■ Items listed in a dataset
---
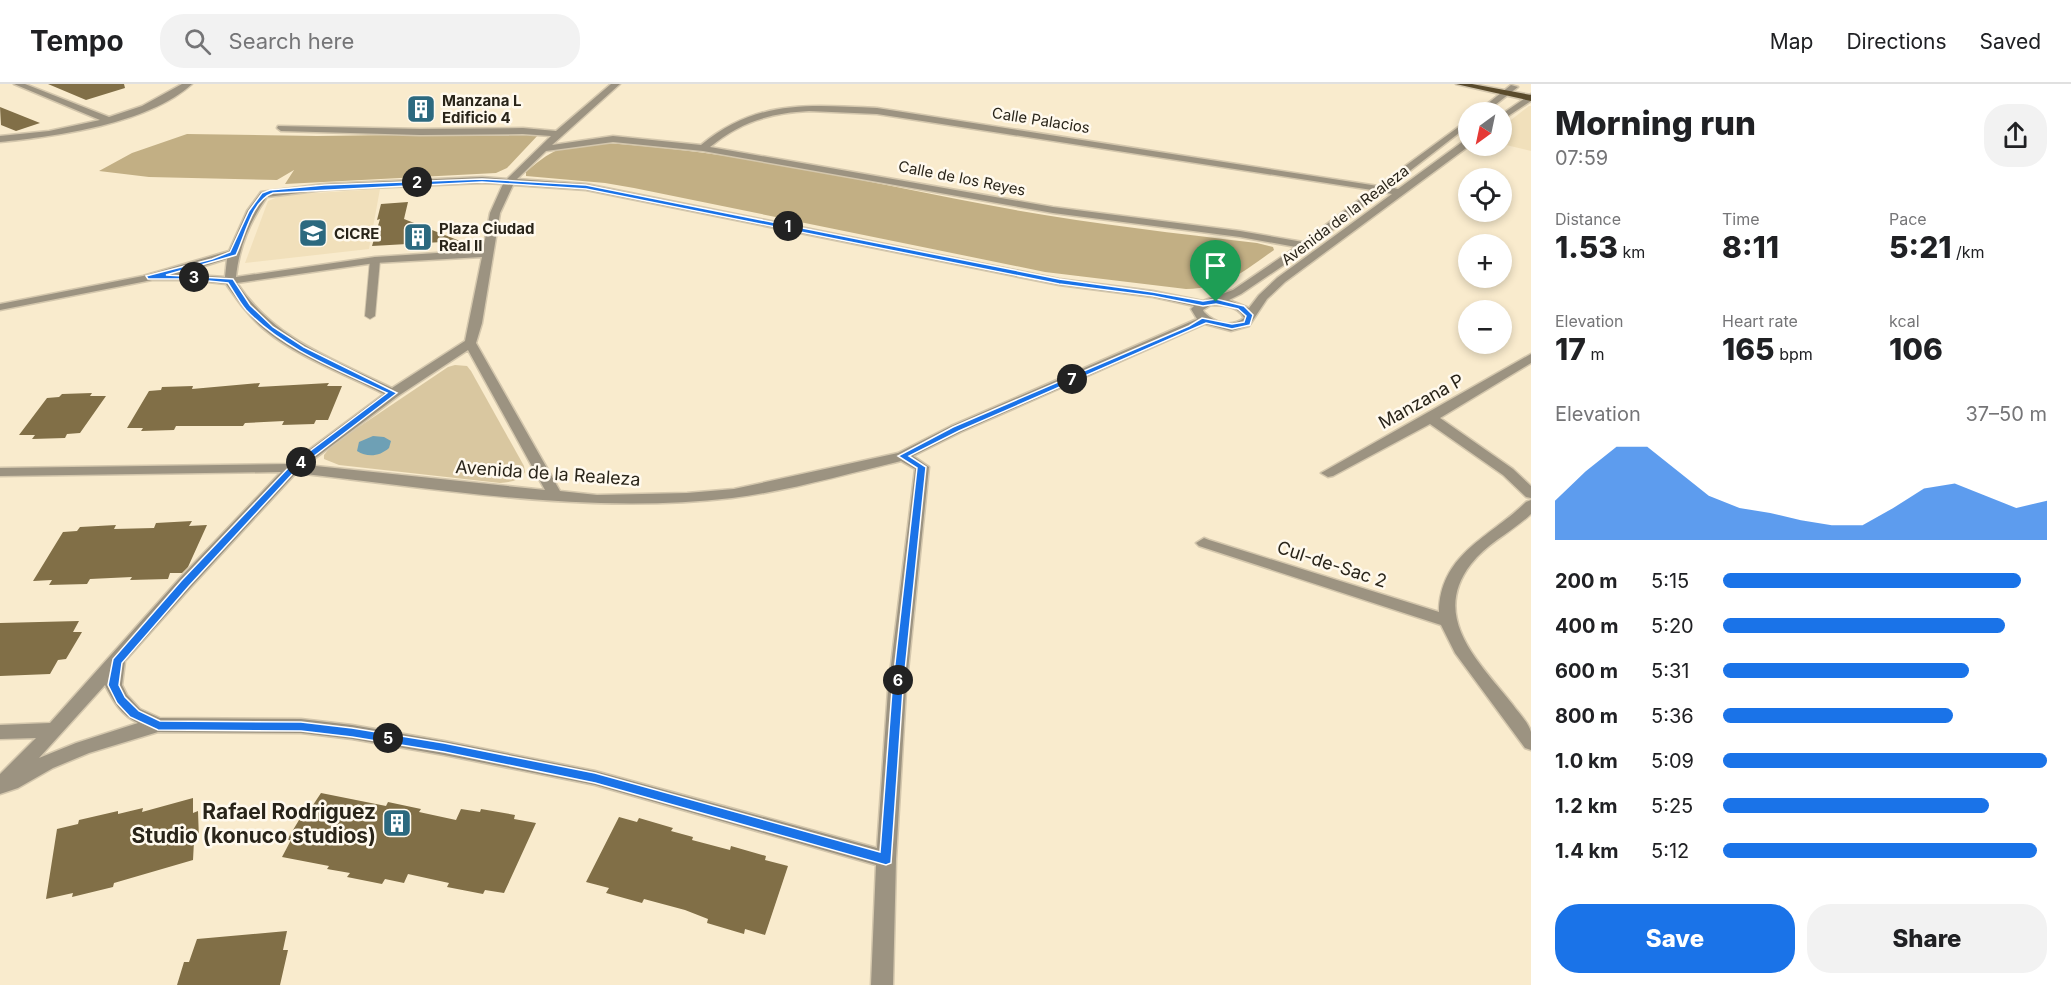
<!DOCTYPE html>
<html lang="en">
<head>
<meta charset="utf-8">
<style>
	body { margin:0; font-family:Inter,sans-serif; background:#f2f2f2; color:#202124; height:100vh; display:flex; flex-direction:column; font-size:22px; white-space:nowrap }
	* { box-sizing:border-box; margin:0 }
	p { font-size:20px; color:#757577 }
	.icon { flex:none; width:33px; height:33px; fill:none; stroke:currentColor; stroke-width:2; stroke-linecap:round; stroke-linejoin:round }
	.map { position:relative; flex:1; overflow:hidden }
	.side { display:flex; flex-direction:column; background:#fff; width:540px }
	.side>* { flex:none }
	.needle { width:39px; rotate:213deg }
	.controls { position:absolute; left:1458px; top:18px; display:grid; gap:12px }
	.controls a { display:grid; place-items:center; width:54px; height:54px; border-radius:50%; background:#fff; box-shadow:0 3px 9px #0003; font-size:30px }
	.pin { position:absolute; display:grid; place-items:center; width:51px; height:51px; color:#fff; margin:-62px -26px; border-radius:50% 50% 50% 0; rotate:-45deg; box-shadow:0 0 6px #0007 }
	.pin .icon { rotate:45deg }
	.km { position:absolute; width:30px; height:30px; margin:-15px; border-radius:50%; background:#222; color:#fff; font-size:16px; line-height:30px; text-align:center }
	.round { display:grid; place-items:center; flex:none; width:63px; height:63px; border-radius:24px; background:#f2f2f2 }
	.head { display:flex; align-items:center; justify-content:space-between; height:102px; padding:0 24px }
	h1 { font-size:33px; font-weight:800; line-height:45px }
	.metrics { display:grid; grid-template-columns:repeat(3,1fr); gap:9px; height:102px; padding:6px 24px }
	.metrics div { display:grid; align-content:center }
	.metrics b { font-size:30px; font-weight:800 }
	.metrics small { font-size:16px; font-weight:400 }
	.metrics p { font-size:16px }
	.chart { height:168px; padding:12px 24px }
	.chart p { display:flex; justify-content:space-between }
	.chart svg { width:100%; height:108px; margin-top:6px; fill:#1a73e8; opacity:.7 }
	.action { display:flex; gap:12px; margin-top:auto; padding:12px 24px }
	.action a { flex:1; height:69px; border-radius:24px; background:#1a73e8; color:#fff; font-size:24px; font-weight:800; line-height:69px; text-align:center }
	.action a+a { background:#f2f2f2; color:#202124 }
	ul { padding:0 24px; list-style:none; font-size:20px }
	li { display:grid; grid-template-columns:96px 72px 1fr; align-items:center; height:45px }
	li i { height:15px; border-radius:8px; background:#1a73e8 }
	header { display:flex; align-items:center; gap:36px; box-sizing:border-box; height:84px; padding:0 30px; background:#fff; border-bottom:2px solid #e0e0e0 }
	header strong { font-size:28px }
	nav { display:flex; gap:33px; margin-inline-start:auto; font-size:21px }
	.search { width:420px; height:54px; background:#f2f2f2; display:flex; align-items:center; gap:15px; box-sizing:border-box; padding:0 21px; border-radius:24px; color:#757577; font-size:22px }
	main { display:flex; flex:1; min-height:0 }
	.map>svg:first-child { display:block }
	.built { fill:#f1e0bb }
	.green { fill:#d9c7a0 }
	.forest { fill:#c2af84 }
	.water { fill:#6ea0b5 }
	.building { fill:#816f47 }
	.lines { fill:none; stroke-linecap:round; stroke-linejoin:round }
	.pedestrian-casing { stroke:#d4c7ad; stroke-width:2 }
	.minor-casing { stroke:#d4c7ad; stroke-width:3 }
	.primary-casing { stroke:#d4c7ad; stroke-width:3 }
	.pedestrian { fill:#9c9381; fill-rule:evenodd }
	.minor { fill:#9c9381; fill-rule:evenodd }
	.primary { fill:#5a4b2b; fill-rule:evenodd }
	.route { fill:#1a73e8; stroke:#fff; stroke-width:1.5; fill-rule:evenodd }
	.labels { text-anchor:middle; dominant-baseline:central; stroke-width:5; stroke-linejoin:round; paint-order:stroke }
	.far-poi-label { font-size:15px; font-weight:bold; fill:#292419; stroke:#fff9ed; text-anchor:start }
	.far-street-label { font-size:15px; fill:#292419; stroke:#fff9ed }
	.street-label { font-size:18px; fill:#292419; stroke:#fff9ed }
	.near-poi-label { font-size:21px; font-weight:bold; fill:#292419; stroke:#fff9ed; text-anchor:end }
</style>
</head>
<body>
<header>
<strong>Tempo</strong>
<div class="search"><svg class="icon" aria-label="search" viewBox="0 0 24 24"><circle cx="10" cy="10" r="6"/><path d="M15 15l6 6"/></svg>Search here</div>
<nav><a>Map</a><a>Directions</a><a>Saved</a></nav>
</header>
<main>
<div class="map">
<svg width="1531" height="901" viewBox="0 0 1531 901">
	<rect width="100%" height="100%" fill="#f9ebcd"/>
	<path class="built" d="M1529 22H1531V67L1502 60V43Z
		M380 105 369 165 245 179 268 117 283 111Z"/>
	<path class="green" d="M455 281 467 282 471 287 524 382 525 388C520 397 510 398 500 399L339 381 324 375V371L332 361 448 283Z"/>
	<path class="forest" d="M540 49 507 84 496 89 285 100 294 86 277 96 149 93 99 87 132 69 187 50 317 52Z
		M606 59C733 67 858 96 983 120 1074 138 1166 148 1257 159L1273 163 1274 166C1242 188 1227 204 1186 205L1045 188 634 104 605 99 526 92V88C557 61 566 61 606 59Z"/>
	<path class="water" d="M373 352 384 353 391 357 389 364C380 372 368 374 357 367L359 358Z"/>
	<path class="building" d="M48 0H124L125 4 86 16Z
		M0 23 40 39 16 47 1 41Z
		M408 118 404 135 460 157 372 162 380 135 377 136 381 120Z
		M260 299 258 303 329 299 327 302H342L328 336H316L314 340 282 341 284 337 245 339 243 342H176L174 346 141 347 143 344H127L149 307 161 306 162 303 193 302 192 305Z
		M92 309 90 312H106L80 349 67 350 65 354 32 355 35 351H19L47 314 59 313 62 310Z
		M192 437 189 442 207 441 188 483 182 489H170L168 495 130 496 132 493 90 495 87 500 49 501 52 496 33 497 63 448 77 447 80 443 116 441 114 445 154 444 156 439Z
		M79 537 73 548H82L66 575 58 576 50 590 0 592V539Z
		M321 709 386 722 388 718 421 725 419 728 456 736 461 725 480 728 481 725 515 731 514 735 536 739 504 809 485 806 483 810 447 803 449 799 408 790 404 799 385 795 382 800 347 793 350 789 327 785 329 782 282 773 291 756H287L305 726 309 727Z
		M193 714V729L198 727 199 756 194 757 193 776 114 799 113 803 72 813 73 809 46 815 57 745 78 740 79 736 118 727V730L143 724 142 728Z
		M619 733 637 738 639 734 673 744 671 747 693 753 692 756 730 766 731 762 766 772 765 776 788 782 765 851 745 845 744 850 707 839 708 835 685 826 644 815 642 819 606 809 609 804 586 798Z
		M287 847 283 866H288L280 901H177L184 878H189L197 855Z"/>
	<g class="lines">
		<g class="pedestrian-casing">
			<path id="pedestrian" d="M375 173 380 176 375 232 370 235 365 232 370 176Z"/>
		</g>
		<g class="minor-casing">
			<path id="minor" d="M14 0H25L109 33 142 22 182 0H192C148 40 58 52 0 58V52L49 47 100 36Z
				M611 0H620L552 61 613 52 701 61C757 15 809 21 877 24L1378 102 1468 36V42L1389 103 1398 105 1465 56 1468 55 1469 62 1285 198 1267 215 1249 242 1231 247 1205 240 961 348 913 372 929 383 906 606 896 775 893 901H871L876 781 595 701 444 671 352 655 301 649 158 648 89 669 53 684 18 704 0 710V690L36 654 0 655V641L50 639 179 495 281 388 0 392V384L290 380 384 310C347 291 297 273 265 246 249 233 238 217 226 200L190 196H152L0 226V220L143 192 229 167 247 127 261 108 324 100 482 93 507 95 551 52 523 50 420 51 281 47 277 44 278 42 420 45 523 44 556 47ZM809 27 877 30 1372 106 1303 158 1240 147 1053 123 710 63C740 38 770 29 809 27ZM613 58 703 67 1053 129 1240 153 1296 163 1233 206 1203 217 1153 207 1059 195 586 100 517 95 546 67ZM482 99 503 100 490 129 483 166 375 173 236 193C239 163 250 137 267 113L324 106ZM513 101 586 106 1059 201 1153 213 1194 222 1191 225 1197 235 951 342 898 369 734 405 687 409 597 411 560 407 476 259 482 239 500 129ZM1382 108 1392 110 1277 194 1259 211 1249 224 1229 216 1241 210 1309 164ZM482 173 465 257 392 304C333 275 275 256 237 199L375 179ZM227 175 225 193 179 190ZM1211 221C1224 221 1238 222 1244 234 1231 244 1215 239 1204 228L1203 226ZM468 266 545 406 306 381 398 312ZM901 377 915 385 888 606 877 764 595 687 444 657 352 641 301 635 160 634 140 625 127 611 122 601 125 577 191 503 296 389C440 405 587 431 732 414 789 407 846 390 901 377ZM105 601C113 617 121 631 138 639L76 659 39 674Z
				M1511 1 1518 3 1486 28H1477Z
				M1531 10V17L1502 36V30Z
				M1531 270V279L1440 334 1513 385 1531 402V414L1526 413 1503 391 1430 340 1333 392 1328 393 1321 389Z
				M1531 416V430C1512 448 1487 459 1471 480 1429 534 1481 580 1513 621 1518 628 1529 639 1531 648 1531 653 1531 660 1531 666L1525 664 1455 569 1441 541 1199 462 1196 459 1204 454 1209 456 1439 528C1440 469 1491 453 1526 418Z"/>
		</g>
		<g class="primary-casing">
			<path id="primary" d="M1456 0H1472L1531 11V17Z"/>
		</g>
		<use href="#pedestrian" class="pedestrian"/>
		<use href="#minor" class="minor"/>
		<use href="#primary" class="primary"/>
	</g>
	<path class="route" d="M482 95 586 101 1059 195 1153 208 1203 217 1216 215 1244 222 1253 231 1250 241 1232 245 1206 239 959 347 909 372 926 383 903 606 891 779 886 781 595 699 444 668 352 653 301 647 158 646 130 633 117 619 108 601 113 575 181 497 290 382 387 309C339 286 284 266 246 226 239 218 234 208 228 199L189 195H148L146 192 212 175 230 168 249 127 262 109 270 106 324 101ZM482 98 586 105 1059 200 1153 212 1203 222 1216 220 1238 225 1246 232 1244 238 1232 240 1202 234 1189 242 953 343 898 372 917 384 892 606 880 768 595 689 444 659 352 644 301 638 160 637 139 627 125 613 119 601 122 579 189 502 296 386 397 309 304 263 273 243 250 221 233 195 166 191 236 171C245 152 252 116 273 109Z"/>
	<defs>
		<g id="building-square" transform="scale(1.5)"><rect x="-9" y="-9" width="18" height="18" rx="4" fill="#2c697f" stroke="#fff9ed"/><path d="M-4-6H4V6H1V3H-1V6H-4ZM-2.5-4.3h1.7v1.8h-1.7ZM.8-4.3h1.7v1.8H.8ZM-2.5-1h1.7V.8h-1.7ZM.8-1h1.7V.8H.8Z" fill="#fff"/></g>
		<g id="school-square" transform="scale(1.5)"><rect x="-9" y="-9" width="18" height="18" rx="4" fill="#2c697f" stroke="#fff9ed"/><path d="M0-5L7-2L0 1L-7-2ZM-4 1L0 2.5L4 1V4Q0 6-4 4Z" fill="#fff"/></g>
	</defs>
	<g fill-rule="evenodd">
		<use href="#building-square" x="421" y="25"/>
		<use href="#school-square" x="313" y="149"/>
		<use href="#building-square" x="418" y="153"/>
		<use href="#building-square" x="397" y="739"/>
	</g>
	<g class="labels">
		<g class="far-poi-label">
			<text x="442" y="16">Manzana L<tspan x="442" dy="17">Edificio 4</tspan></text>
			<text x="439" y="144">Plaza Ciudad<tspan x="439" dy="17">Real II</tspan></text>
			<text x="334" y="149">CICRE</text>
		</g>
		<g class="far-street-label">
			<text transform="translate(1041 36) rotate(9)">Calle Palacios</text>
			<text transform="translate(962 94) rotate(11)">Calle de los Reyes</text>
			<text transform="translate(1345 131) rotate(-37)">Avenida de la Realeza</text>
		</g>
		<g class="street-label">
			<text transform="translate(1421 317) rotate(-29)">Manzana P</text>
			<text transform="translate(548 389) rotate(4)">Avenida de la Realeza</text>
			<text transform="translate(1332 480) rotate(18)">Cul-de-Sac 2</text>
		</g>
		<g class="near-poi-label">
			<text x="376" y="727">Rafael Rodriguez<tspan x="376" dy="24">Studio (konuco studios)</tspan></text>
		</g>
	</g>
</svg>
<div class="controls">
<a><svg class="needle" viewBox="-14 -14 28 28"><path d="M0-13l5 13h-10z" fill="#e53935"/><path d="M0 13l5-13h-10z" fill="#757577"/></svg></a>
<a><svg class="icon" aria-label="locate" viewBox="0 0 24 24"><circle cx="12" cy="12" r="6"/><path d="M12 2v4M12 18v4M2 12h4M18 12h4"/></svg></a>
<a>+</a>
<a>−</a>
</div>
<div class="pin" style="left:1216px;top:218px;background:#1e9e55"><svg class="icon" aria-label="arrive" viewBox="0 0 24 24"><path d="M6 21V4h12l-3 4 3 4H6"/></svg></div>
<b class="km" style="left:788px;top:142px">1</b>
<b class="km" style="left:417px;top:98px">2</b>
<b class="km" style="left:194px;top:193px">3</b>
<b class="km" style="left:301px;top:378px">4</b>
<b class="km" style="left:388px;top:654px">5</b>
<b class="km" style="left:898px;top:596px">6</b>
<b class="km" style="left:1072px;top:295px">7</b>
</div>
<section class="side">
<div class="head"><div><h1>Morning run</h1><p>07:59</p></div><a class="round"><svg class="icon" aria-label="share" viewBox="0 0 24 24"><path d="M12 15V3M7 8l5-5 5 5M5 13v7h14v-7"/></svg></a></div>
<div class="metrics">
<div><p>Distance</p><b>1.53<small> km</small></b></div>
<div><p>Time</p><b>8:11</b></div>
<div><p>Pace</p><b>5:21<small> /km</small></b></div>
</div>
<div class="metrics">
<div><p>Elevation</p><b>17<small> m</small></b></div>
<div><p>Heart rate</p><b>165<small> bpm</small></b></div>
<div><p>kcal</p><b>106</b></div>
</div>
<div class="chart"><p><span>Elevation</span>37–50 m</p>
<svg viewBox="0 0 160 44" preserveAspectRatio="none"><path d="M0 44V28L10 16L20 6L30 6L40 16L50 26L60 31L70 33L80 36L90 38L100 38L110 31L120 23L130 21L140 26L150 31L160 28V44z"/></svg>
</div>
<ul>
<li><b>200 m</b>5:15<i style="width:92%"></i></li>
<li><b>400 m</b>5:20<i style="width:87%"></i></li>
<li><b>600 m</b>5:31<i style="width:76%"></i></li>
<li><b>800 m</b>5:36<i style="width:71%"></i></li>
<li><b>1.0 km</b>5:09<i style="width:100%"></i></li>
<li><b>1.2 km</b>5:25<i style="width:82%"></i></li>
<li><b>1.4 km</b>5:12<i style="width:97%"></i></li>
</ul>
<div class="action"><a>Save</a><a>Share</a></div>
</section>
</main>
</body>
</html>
---
■ Aim of the task
Each line in the entries above that includes the word "controls" counts once; state the total and nothing else.

■ Solution to this exercise
3